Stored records
++++++++++++++++++++

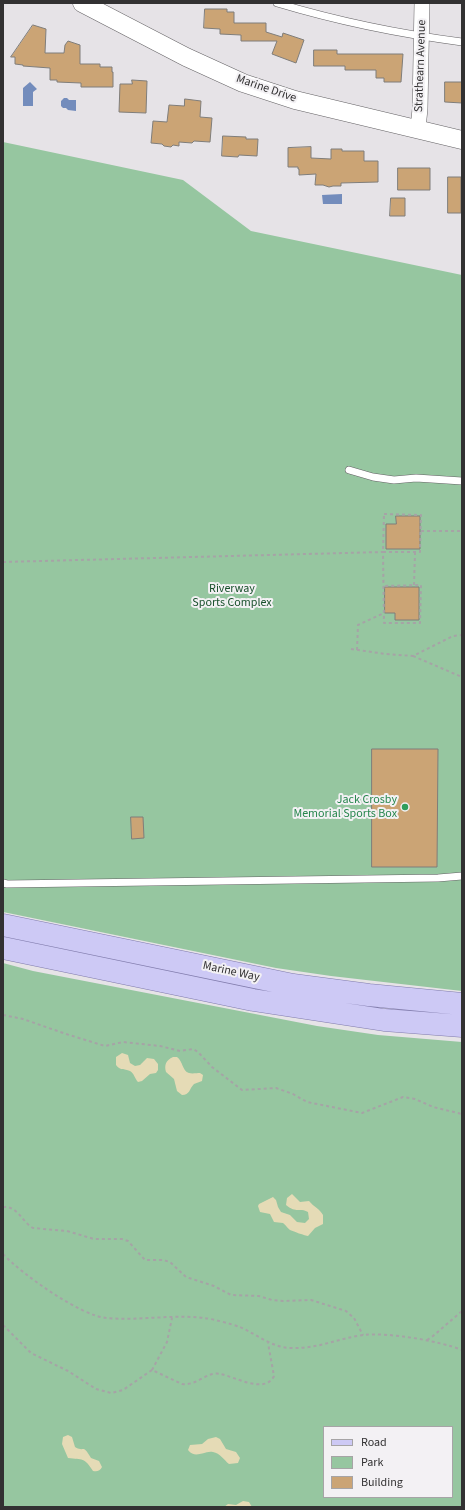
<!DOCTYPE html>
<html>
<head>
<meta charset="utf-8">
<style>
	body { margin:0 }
	#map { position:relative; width:465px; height:1510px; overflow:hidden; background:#e6e3e7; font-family:"Source Sans 3",sans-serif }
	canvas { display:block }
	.frame { position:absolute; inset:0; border:4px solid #323132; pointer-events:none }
	.legend { position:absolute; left:323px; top:1426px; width:130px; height:72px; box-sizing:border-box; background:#f3f1f4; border:1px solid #a6a4a6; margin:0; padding:5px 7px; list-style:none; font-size:12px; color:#323132 }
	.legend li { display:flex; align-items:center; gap:8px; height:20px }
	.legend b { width:20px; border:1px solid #a6a4a6 }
</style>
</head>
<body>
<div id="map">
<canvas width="465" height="1510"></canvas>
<div class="frame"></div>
<ul class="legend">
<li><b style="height:5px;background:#cdc9f5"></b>Road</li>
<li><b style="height:11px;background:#96c6a0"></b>Park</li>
<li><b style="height:11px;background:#cba475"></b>Building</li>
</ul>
</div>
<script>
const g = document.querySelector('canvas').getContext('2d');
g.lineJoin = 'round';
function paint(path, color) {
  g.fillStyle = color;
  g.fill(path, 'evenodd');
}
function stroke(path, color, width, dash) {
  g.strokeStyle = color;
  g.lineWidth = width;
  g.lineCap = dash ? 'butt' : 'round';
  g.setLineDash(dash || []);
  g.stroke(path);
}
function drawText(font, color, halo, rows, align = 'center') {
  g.font = font + ' "Source Sans 3",sans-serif';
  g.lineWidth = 4;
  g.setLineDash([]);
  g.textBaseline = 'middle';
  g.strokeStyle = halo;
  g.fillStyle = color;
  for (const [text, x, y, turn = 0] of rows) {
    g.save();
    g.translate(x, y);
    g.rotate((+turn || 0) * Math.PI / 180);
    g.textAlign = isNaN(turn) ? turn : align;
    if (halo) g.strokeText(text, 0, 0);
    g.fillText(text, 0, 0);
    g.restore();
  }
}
const green = new Path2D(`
	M3,142L183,180L251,231L462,275V991L331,976L276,968L3,912Z
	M3,963L33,971L317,1026L378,1035L462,1042V1507H3ZM324,1427H452V1497H324Z`);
const sand = new Path2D(`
	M122,1053L128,1055L130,1063L135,1066L140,1065L147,1058L154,1059L158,1064V1070L156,1073L150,1074L142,1081L138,1082C135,1079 134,1073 130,1071C124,1068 120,1071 116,1065V1057Z
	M173,1057H177C183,1061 182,1071 189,1073C192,1074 197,1073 200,1073L203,1075L202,1081L194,1084C189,1089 190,1095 182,1095L177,1091L174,1079L166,1072C164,1065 166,1060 173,1057Z
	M292,1194L300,1202L309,1201C314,1207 320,1209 323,1215V1224L315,1228L308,1236C306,1236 292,1231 290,1230C287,1228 286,1225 283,1223L274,1222L270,1214L260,1212L258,1206L259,1204L273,1197L276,1200L278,1207L281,1212L290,1215L297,1222L305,1223L309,1219L308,1212C299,1207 297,1214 286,1205L287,1198Z
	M68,1435L72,1437L75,1447C85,1453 82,1443 91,1458L99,1461L102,1467C100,1471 97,1472 93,1471C84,1457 83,1460 68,1458L62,1444L63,1437Z
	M216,1437L220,1439L226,1449L236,1452L240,1458L238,1463L229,1464C224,1460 220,1453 213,1452C204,1450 196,1460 188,1450L190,1445L202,1444L208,1439Z
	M243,1501L249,1502L252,1507H224L228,1504L236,1505Z`);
const water = new Path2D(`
	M30,82L37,89L33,92V106H23V88Z
	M64,98H67L69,100H76V111L68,110L66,108H63L61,106V101Z
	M342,194V204H323L322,195Z`);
const building = new Path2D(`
	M205,9H227V12H234V23H266V32L282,37L283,33L304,40L296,63L272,54L277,41H241V35L220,34V29L204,28Z
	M33,25L46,29L45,53H64L65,45L68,41L80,45V64H100V67H112V72H113V87H81V83L57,82V80H50V68L23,66V65L15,64V57H11Z
	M314,50H337V54H403L401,82H384V78H376V70H345V66H314Z
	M132,80L147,81L146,113L119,112L120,84H132Z
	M445,82H462V103L445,102Z
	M185,99L201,101L200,117L212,118L210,142L194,141L192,143L179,142V146L173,145L171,147L164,146L162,144L151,143L153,121L167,122L169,105L184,106Z
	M223,136L246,137V139H258L257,156L239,155L238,157L222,156Z
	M311,147V158L331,159V149H342V151H364V161H378V182L341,183V186H333L329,187L323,185H315L316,174L299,175V169H298V167H288V148Z
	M398,168H430V190H398Z
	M448,177H461V213H448Z
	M391,198H405V216H390Z
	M396,516H420V549H386V524H396Z
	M385,587H419V620H395V613H385Z
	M372,749H438L437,867H372Z
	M131,817H143L144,838L132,839Z`);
const path = new Path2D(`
	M384,514L421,515L420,552H383Z
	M421,531H462
	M3,562L383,552L384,623H420L421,585L383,586
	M414,585L415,553
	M351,649L386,654L413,656L453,636L462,635
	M357,650L358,625L384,613
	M413,656L462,677
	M3,1015L23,1019L66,1034L105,1046L123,1042L160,1046L180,1051L193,1049L198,1052L212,1067L242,1090L276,1088L293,1094L307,1102L362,1113L403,1097L415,1099L433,1107L462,1114
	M3,1207C18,1206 21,1221 33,1228L67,1231L94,1239H122L128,1241L145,1260H163L170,1262L186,1277L214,1286L231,1295L259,1296L272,1300L283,1301L311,1300L346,1311L354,1318L363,1335
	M3,1254C22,1274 80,1316 107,1318C139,1321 173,1314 204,1318C214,1319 231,1324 240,1327C258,1335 272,1348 292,1348C318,1349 339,1338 364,1335C387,1332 440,1341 462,1350
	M3,1325L31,1353L68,1371L96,1389L111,1393L123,1390L152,1370L182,1384C197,1386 207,1371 220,1374C234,1376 265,1395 274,1376L268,1343
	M427,1340L433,1336L462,1311
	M152,1370L167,1342L172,1318`);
const service = new Path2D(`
	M277,3C337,21 400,34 462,42
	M349,470L373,477L394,480L416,478L462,481
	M3,883L7,884L438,878L462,876`);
const minor = new Path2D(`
	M418,128L420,109L422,3`);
const tertiary = new Path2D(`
	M82,3L186,57L243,83L295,100L462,140`);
const primary = new Path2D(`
	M3,925L293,985L369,995L462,1004
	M3,948L253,1000L384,1020L462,1026`);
const markers = [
	[405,807,4,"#2e9e5b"]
];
const streetNames = [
	["Strathearn Avenue",421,66,-88],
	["Marine Drive",266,89,19],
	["Marine Way",231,972,12]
];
const parkNames = [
	["Riverway",232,589],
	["Sports Complex",232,603]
];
const leisureNames = [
	["Jack Crosby",397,800],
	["Memorial Sports Box",397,814]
];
paint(green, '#96c6a0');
paint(sand, '#e5dbb6');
paint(water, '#738cbc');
paint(building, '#cba475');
stroke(building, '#7f7d7a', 1);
stroke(service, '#646265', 8);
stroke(minor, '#646265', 16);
stroke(tertiary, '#646265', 19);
stroke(primary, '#817cac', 23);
stroke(path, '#a6a3a6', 2, [3, 3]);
stroke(service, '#fff', 7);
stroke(minor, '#fff', 15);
stroke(tertiary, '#fff', 18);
stroke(primary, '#cdc9f5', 22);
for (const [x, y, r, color] of markers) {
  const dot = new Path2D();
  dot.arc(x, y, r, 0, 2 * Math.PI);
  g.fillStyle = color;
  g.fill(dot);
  stroke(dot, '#f3f1f4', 1.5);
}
drawText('12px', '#323132', '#f3f1f4', streetNames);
drawText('12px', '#18502b', '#f3f1f4', parkNames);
drawText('12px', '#27864d', '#f3f1f4', leisureNames, 'right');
</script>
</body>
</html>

++++++++++++++++++++

### Exercise brief
Please make an exact copy of the lines above from the line with "function paint(path, color)" through the line with "g.font = font", both ends included.

### Answer to the exercise
function paint(path, color) {
  g.fillStyle = color;
  g.fill(path, 'evenodd');
}
function stroke(path, color, width, dash) {
  g.strokeStyle = color;
  g.lineWidth = width;
  g.lineCap = dash ? 'butt' : 'round';
  g.setLineDash(dash || []);
  g.stroke(path);
}
function drawText(font, color, halo, rows, align = 'center') {
  g.font = font + ' "Source Sans 3",sans-serif';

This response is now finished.